=== Begin Enclosure ===
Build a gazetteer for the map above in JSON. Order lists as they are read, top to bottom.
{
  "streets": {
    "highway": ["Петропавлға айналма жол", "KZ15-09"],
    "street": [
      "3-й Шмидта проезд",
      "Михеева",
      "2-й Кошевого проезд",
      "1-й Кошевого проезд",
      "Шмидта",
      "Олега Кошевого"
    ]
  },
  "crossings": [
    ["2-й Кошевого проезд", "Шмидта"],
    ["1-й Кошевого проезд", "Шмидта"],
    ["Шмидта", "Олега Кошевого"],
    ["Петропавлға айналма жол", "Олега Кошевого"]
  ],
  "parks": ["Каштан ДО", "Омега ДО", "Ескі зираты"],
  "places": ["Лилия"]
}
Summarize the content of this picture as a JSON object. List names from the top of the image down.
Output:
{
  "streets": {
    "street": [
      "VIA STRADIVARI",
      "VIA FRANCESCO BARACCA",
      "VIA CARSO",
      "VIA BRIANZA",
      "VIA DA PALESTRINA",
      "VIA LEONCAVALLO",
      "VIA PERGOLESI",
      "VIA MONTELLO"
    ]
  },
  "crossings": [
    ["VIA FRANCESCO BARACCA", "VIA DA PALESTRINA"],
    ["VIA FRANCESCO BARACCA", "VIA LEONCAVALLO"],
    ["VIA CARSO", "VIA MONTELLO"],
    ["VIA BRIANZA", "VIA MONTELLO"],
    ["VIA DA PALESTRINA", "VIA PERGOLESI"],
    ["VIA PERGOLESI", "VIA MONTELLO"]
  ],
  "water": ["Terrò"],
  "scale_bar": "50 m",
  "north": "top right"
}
=== End Enclosure ===
From the data above, copy each line that has the string "Петропавлға".

    "highway": ["Петропавлға айналма жол", "KZ15-09"],
    ["Петропавлға айналма жол", "Олега Кошевого"]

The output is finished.